Segment Start: Data

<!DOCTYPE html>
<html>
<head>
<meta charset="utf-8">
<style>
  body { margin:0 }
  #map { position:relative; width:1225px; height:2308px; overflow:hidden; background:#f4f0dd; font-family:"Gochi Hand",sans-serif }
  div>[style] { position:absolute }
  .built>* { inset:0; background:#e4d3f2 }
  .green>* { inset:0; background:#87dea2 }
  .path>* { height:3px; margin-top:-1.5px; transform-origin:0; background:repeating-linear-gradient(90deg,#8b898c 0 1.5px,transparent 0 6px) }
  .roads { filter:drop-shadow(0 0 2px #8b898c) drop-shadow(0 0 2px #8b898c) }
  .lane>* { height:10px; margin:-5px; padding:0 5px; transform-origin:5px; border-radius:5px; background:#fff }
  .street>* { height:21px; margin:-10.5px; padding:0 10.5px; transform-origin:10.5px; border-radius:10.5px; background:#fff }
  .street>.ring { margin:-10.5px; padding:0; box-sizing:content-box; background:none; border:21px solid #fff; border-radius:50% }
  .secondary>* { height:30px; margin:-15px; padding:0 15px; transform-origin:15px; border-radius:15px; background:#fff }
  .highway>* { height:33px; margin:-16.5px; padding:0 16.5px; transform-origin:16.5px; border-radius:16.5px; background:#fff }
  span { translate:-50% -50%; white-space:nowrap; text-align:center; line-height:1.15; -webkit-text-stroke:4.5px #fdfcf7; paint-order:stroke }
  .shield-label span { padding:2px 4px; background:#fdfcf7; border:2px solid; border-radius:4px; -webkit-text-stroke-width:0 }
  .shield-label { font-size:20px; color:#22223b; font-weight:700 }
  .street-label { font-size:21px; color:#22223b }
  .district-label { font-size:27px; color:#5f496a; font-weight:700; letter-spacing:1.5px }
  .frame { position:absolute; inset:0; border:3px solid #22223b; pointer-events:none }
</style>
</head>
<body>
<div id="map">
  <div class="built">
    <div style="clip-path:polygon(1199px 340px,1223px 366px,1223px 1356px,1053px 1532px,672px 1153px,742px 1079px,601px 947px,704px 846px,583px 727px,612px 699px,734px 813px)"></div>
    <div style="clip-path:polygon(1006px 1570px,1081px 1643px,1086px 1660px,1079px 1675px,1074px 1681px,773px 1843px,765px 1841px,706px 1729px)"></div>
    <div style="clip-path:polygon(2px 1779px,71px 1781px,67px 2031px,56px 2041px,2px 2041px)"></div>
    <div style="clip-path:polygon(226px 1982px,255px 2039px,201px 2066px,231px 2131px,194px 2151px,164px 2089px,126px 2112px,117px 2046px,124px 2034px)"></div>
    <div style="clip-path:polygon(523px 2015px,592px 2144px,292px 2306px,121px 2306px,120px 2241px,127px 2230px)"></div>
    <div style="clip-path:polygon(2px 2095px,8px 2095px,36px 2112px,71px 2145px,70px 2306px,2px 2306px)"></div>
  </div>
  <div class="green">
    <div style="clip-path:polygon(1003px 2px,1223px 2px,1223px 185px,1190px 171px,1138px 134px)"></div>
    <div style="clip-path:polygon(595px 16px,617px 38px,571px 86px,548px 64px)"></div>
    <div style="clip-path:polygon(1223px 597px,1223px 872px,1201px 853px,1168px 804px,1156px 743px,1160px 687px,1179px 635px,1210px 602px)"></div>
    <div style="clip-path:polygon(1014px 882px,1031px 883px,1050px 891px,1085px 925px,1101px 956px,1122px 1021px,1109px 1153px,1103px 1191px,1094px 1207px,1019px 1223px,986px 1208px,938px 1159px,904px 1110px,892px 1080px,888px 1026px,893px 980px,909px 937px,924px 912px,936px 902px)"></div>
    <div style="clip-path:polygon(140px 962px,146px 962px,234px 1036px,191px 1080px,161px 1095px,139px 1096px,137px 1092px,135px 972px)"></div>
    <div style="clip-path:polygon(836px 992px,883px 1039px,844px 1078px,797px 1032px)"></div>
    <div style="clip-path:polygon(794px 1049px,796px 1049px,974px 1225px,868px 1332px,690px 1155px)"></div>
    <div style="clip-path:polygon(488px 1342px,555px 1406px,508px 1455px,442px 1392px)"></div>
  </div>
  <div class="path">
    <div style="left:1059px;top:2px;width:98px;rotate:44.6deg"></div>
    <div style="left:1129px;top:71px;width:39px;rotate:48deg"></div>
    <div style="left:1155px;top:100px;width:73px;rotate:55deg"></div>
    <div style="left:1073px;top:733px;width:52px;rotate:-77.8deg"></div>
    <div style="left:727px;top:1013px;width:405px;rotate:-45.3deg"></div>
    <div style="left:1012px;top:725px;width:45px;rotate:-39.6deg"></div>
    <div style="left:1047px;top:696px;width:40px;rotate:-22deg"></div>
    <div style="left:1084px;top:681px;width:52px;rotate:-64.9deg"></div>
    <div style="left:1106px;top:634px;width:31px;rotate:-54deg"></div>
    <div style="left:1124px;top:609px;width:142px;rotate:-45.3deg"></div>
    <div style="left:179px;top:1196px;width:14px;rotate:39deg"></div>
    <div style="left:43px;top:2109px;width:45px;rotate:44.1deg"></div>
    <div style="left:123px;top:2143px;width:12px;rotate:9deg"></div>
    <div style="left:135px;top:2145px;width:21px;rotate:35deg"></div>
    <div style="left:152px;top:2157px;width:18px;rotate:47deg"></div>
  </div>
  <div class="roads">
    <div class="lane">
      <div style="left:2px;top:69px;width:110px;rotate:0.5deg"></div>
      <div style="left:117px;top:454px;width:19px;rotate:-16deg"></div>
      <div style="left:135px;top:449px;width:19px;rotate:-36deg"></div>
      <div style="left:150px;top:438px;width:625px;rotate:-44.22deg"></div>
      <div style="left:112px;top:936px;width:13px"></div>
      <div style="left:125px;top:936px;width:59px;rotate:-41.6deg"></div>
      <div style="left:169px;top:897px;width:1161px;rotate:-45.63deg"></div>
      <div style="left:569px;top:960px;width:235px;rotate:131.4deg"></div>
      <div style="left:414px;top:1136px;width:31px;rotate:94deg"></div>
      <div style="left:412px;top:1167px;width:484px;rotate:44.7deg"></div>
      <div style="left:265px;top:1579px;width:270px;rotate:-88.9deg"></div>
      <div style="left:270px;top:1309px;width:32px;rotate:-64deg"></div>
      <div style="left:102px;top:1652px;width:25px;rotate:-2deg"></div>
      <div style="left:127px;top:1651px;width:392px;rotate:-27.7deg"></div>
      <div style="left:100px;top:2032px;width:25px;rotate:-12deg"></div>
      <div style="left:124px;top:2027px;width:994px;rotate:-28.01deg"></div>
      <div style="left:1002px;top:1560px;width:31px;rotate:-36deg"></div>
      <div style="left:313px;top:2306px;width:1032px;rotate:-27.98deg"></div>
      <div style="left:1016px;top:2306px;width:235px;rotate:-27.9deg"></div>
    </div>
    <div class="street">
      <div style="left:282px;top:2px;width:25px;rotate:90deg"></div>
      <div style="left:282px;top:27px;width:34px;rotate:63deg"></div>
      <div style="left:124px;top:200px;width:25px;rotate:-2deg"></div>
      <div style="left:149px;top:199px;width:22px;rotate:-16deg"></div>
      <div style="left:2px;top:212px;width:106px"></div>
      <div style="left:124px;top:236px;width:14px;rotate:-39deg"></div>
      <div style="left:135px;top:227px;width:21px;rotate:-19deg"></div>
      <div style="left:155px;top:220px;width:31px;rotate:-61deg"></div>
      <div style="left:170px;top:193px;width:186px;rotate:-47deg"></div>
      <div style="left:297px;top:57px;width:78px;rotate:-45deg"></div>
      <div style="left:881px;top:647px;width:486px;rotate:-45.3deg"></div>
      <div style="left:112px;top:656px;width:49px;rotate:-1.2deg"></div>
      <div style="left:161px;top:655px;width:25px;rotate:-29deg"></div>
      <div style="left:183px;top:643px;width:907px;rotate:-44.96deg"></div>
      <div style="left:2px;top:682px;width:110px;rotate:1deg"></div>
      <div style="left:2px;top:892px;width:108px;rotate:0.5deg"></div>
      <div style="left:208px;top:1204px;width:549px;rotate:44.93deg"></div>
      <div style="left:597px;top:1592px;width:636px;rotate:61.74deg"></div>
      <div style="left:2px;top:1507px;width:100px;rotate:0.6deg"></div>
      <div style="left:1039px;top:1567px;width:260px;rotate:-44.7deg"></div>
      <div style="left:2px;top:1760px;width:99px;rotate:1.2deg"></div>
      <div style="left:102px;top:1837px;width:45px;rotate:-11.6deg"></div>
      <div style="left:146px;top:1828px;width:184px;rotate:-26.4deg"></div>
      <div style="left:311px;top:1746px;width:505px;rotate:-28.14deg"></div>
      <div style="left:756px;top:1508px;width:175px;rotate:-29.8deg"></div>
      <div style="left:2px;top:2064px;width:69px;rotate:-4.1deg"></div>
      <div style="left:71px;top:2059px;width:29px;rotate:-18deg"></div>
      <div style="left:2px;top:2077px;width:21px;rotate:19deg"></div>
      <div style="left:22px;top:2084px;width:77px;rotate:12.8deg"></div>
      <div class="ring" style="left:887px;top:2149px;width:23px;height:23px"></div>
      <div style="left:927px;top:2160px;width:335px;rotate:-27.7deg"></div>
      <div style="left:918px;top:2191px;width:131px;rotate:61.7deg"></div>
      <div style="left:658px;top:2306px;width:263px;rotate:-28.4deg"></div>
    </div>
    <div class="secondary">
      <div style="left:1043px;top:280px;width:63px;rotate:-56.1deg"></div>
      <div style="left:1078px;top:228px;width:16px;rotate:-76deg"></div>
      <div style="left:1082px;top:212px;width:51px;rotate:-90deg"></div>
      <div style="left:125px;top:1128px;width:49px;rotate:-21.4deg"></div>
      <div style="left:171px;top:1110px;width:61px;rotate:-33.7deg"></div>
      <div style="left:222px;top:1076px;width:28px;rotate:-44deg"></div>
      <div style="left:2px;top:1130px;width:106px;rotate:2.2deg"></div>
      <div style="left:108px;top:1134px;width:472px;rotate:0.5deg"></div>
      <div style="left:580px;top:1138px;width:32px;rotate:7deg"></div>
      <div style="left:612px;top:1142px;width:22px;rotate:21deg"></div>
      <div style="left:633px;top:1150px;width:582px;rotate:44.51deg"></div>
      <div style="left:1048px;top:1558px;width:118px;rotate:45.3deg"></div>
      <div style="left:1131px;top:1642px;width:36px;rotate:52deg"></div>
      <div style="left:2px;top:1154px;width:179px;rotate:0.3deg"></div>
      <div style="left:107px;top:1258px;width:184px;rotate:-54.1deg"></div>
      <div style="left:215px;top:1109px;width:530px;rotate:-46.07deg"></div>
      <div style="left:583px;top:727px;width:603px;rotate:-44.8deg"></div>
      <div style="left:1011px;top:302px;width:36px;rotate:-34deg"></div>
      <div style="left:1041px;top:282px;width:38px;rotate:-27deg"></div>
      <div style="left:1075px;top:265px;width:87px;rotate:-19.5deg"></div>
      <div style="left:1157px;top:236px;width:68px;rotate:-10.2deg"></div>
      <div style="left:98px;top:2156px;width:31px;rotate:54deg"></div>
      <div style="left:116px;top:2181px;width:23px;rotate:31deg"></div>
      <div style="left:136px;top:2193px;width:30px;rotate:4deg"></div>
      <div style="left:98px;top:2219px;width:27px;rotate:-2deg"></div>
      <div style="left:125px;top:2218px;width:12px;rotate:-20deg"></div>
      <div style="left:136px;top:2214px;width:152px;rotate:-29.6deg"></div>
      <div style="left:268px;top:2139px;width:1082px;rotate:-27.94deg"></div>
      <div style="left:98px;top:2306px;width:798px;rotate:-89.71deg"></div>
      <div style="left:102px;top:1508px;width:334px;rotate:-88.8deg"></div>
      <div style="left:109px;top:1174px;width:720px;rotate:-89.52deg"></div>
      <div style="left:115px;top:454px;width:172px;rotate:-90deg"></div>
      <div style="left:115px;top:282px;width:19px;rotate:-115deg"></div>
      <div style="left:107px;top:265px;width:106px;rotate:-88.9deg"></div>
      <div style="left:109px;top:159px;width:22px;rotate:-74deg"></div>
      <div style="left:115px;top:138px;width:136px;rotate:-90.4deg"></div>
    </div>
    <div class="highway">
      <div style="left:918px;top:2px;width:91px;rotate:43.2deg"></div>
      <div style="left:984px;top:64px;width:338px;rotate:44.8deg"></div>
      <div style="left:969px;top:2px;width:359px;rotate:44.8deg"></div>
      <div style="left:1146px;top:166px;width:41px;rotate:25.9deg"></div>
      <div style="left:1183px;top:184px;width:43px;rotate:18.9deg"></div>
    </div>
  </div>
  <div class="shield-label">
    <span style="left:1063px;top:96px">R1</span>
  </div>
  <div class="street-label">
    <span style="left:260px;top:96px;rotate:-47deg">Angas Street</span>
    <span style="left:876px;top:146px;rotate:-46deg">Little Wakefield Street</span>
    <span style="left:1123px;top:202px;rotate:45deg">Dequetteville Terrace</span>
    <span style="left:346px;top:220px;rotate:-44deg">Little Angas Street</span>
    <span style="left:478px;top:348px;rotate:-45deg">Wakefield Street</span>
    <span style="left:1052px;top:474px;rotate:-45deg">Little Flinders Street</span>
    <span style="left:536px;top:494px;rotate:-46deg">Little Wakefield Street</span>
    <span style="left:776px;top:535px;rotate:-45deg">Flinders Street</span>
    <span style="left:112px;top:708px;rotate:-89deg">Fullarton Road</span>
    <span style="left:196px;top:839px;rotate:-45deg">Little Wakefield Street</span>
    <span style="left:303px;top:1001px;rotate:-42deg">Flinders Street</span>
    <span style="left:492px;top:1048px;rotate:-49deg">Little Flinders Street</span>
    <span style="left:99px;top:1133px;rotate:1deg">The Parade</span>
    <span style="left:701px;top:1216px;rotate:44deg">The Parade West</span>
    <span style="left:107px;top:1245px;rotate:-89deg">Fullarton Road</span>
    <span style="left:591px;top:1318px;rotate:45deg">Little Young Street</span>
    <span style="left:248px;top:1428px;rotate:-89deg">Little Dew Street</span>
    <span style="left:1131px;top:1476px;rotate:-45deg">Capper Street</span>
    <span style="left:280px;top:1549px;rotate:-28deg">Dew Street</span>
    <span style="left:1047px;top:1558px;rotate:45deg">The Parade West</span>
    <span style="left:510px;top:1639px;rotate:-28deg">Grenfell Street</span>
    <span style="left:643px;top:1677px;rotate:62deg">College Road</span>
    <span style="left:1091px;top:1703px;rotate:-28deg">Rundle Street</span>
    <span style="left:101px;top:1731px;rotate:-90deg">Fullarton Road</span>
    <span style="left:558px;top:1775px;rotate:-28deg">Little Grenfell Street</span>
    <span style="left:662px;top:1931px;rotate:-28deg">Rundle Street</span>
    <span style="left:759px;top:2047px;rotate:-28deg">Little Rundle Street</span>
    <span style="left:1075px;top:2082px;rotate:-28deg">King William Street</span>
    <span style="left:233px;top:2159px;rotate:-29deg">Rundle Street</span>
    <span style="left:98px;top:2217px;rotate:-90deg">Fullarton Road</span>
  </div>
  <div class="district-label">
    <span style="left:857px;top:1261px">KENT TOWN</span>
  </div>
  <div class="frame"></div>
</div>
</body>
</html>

Segment End: Data

Repeat every line of the data word for word until you have repeated the line that contains "1570px,1081px 1643px,1086px 1660px,1079px", which is the last one to include.

<!DOCTYPE html>
<html>
<head>
<meta charset="utf-8">
<style>
  body { margin:0 }
  #map { position:relative; width:1225px; height:2308px; overflow:hidden; background:#f4f0dd; font-family:"Gochi Hand",sans-serif }
  div>[style] { position:absolute }
  .built>* { inset:0; background:#e4d3f2 }
  .green>* { inset:0; background:#87dea2 }
  .path>* { height:3px; margin-top:-1.5px; transform-origin:0; background:repeating-linear-gradient(90deg,#8b898c 0 1.5px,transparent 0 6px) }
  .roads { filter:drop-shadow(0 0 2px #8b898c) drop-shadow(0 0 2px #8b898c) }
  .lane>* { height:10px; margin:-5px; padding:0 5px; transform-origin:5px; border-radius:5px; background:#fff }
  .street>* { height:21px; margin:-10.5px; padding:0 10.5px; transform-origin:10.5px; border-radius:10.5px; background:#fff }
  .street>.ring { margin:-10.5px; padding:0; box-sizing:content-box; background:none; border:21px solid #fff; border-radius:50% }
  .secondary>* { height:30px; margin:-15px; padding:0 15px; transform-origin:15px; border-radius:15px; background:#fff }
  .highway>* { height:33px; margin:-16.5px; padding:0 16.5px; transform-origin:16.5px; border-radius:16.5px; background:#fff }
  span { translate:-50% -50%; white-space:nowrap; text-align:center; line-height:1.15; -webkit-text-stroke:4.5px #fdfcf7; paint-order:stroke }
  .shield-label span { padding:2px 4px; background:#fdfcf7; border:2px solid; border-radius:4px; -webkit-text-stroke-width:0 }
  .shield-label { font-size:20px; color:#22223b; font-weight:700 }
  .street-label { font-size:21px; color:#22223b }
  .district-label { font-size:27px; color:#5f496a; font-weight:700; letter-spacing:1.5px }
  .frame { position:absolute; inset:0; border:3px solid #22223b; pointer-events:none }
</style>
</head>
<body>
<div id="map">
  <div class="built">
    <div style="clip-path:polygon(1199px 340px,1223px 366px,1223px 1356px,1053px 1532px,672px 1153px,742px 1079px,601px 947px,704px 846px,583px 727px,612px 699px,734px 813px)"></div>
    <div style="clip-path:polygon(1006px 1570px,1081px 1643px,1086px 1660px,1079px 1675px,1074px 1681px,773px 1843px,765px 1841px,706px 1729px)"></div>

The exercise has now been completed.